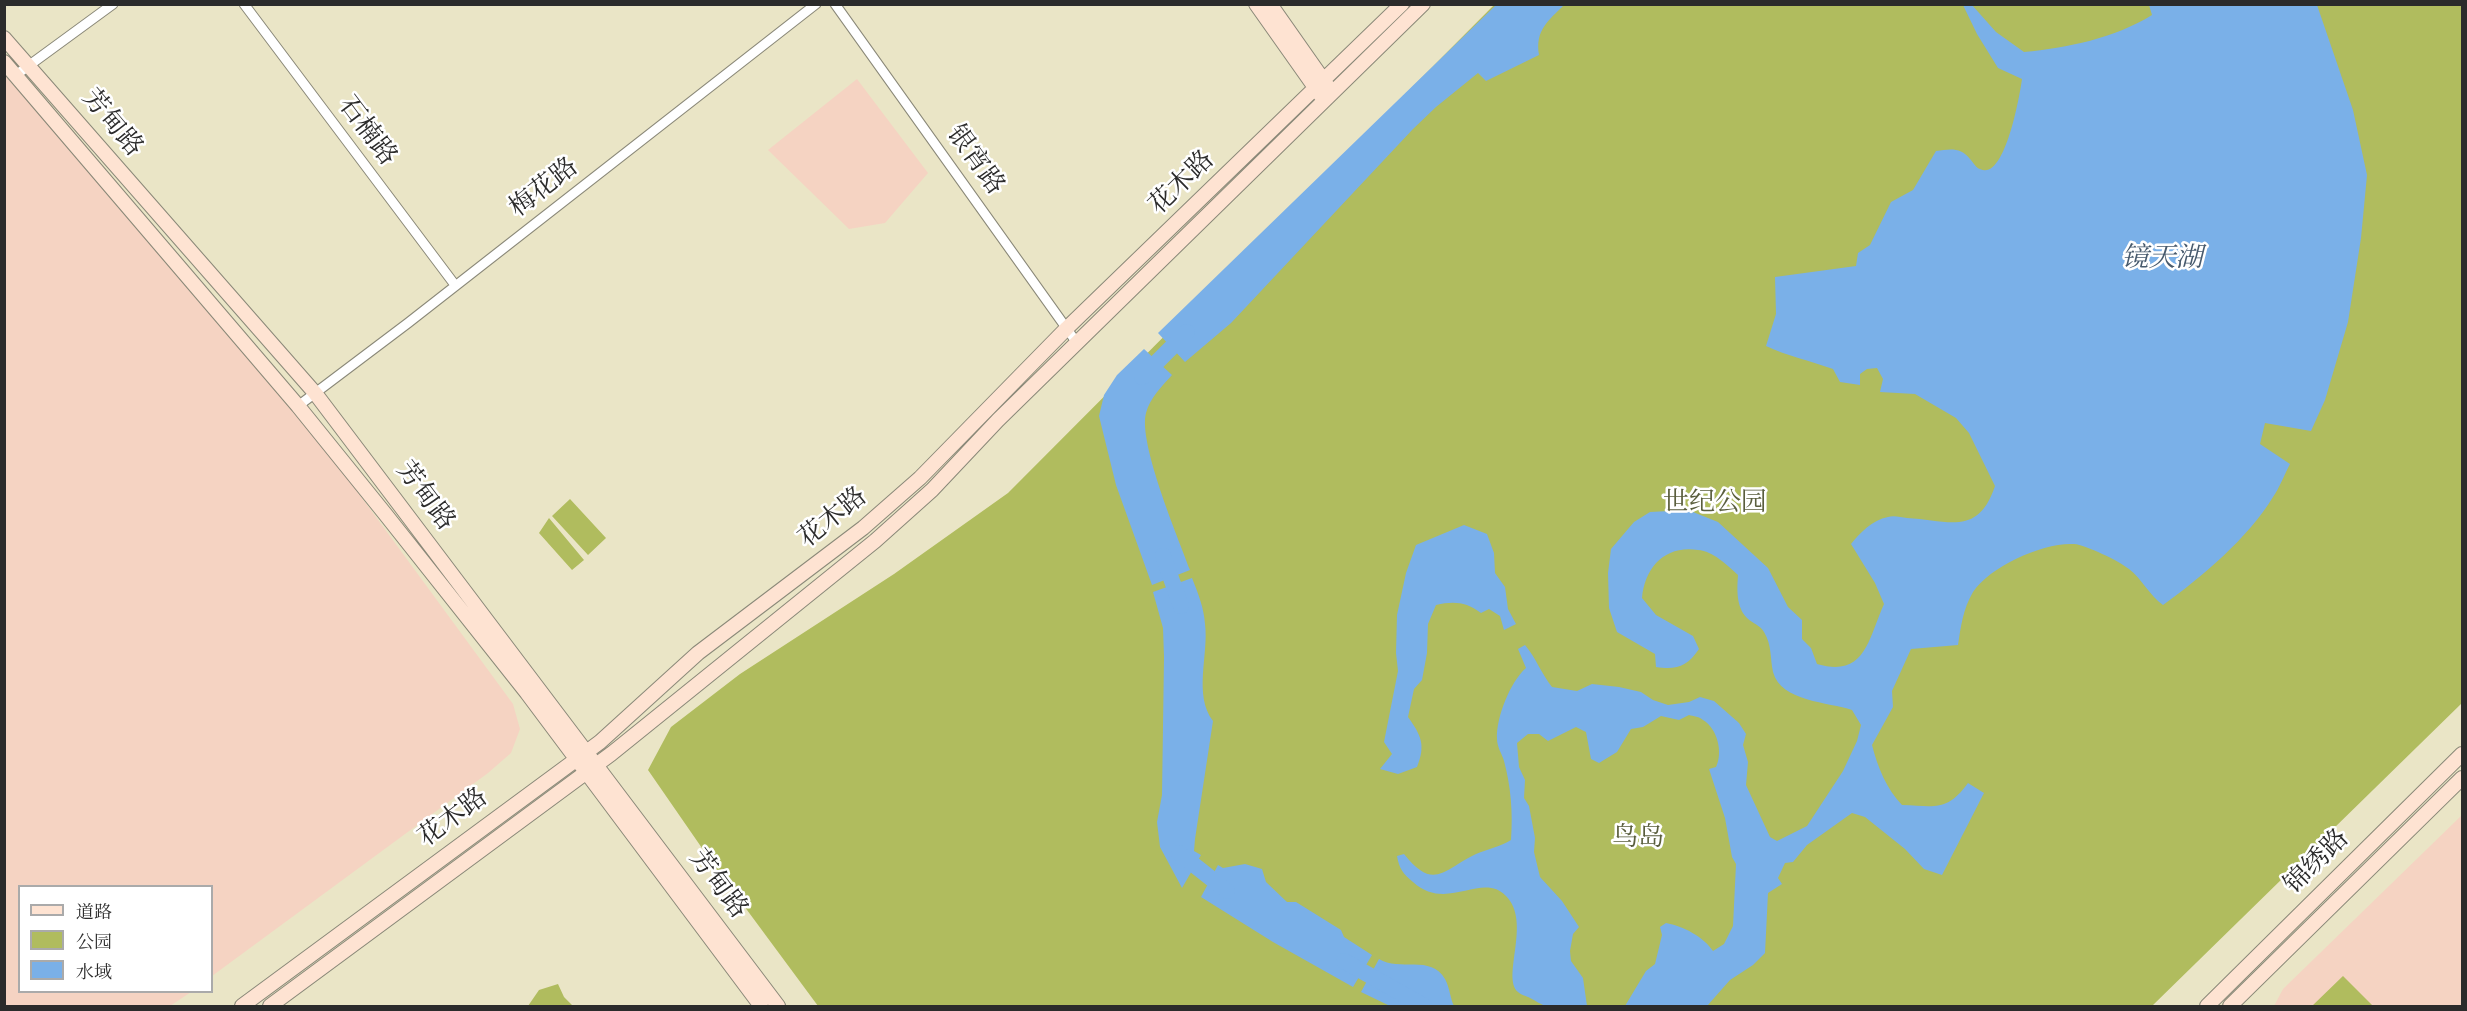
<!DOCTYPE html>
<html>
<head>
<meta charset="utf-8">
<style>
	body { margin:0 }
	#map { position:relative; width:2467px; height:1011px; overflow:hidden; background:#eae5c6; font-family:"IM FELL DW Pica","Noto Serif SC",serif }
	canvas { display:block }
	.frame { position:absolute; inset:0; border:6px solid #2b2b2b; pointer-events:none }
	.legend { position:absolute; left:18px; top:885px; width:195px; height:108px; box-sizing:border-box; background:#fff; border:2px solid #aaa; margin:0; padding:8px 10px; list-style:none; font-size:18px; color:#2b2b2b }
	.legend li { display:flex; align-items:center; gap:12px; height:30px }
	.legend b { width:30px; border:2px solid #aaa }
</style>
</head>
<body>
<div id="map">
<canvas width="2467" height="1011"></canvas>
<div class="frame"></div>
<ul class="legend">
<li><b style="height:8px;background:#fee3d2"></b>道路</li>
<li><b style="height:16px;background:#b0bc5e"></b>公园</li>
<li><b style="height:16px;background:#7ab0e8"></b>水域</li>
</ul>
</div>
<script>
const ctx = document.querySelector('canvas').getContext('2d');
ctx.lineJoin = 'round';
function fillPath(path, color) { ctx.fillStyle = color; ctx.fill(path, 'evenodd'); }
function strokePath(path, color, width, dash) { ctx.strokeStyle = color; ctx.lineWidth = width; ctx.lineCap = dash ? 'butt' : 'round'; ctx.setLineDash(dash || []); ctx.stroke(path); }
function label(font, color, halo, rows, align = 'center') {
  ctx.font = font + ' "IM FELL DW Pica","Noto Serif SC",serif'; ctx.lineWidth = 5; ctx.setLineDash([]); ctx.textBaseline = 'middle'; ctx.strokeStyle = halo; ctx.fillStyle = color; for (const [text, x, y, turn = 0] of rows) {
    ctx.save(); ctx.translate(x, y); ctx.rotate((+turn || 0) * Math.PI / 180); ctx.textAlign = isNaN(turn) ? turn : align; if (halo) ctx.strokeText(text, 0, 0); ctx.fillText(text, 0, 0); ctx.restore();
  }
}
fillPath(new Path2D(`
	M4,68l122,136 217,268 170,232 7,25 -9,24 -23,20 -276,203v-90h-192v106h171l-21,14h-165z
	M857,79l71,94 -43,50 -36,6 -81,-79z
	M2462,815v191h-188l9,-17z`), '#f5d3c2');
fillPath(new Path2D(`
	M1494,5h968v698l-310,303h-1334l-105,-142 -65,-94 23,-43 69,-53 154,-100 114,-81z
	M570,499l36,39 -18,17 -36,-39z
	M549,518l35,42 -12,10 -33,-37z
	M2343,976l30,30h-61z
	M558,984l6,13 9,9h-45l11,-16z`), '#b0bc5e');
fillPath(new Path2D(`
	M1496,5h68c-16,16 -29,25 -25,50l-53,26 -8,-8 -42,34 -23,22 -182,194 -46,39 -27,-29z
	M1963,5h9l24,27 28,20c43,-4 91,-14 128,-37l-3,-10h168l36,105 14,65 -6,63 -13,84 -23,78 -14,31 -46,-8 -5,21 30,20c-6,11 -10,23 -17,33 -24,40 -72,81 -110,108 -13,-9 -21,-26 -34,-36 -10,-8 -43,-24 -55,-25 -30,-2 -84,22 -101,48 -10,17 -12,34 -15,53l-47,4 -19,42 1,16 -21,38c6,23 14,43 30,60 33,1 45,7 66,-22l16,10 -42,82 -18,-6 -19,-20 -40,-32 -13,-4 -45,32 -14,17 -8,1 -7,15 4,6 -14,9 -3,60 -12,12 -23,15 -23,26h-82l21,-35 9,-7 7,-29 -2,-8 6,-4c17,3 38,14 47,28l11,-7 9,-18 3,-62 -4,-7 -7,-39 -16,-49 7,-2c7,-14 2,-38 -13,-47 -3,-3 -10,-4 -14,-5l-10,5 -18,-4 -18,11 -12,2 -14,23 -18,11 -8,-4 -5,-27 -10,-5 -28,14 -9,-7h-11l-11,9 2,24 6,13 -1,18 5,8 6,32 -1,14 6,25 22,24 17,26 -6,7 -3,17 1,10 12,17 4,28c-9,1 -32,3 -41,0 -5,-1 -11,-6 -16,-8 -3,-2 -9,-3 -12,-6 -17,-15 14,-70 -12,-96 -24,-25 -59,17 -93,-14 -10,-8 -14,-14 -16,-26l7,-2c30,38 40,15 72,0 12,-5 23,-7 35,-14 2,-27 0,-53 -7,-79 -2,-7 -7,-14 -7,-22 -1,-21 13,-57 29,-71l-8,-19 7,-4c11,13 16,28 27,42l25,4 15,-7 27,3 22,5 12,8 15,5 21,-3 11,-5 14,4 25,22 7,11 -3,11 5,17 -2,23 24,52 7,4 30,-15 36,-55 14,-30 4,-16 -9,-15c-23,-8 -71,-8 -79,-38 -3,-14 -1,-27 -9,-40 -5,-8 -11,-8 -17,-14 -11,-11 -10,-29 -9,-43 -11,-10 -25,-24 -40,-25 -33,-5 -53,17 -56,48l14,17 37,21 6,13c-12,18 -23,21 -43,18l-1,-13 -38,-22 -8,-24 -1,-35 3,-24 23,-27 16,-10 38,-2 30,12 50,46 20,39 14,13v19l9,9 6,16c48,14 51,-24 67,-60l-9,-21 -24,-39c9,-11 21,-24 37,-27 5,-2 13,0 19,1 41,2 71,19 88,-32l-26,-53 -13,-15 -41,-24 -35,-2 3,-13 -6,-11 -10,1 -7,5v11l-20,-3 -7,-13c-22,-8 -46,-13 -67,-23l10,-32 -1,-37 81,-11 2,-13 12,-8 21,-43 22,-12 23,-39c14,-2 25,-4 34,8 3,3 6,9 10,10 25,13 40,-75 42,-90l-24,-11 -21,-34z
	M1144,349l28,26c-10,11 -22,23 -26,38 -8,30 32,124 44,157l-38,15 -36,-100 -17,-69 5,-21 13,-20z
	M1464,525l23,9 7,19 1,20 10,14 3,22 8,15 -12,6 -4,-14 -11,-7 -8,4c-15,-11 -27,-12 -45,-8l-8,19 -1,29 -5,27 -8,9 -6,28c13,18 18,28 9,50l-19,7 -18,-5 12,-15 -8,-12 14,-71 -2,-18 1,-38 9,-42 10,-28z
	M1192,578c6,15 12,30 13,46 4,30 -12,71 8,97l-18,118 -1,12 7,4 -19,33 -22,-41 -3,-25 5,-27 2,-138 -1,-29 -10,-36z
	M1245,864l17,5 4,13 21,20h9l45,28 3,7 28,18 -19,32 -80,-45 -72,-45 17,-32 5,3z
	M1379,959c20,13 52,-5 66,20 5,9 5,19 9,27h-64l-29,-14z`), '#7ab0e8');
strokePath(new Path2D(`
	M1142,377l45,-45
	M1163,556l18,50
	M1179,853l48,38
	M1344,961l80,45`), '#7ab0e8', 16);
const street = new Path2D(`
	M244,4l211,281
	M835,4l242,339
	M16,75l97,-71
	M298,406l110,-83 408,-319`);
const secondary = new Path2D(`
	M1256,4l65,92
	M1270,4l59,84
	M4,38l311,355 463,613
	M4,62l294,344 88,109 141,178 234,313
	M242,1006l358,-264 98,-89 165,-125 57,-50 147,-150 335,-324
	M270,1006l341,-252 264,-213 57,-51 66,-70 425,-416
	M2207,1006l255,-252
	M2230,1006l232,-228`);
strokePath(street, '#8a8878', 11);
strokePath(secondary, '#8a8878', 16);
strokePath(street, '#fff', 9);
strokePath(secondary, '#fee3d2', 14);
label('26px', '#2b2b2b', '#fff', [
	["芳甸路",111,124,50],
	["石楠路",366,132,53],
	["银宵路",974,161,54],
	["花木路",1183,184,-44],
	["梅花路",545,189,-38],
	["芳甸路",424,497,53],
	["花木路",834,519,-39],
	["花木路",454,819,-37],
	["锦绣路",2318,863,-45],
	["芳甸路",717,885,53]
]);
label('26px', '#5a5e3d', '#fff', [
	["世纪公园",1715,505],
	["鸟岛",1638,840]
]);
label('italic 27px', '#475a6d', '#fff', [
	["镜天湖",2162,260]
]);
</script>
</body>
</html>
___
▶ What this task involves
What is the number of lines in the listing above that hold "canvas"? Respond with that number and nothing else.

▶ Response area
3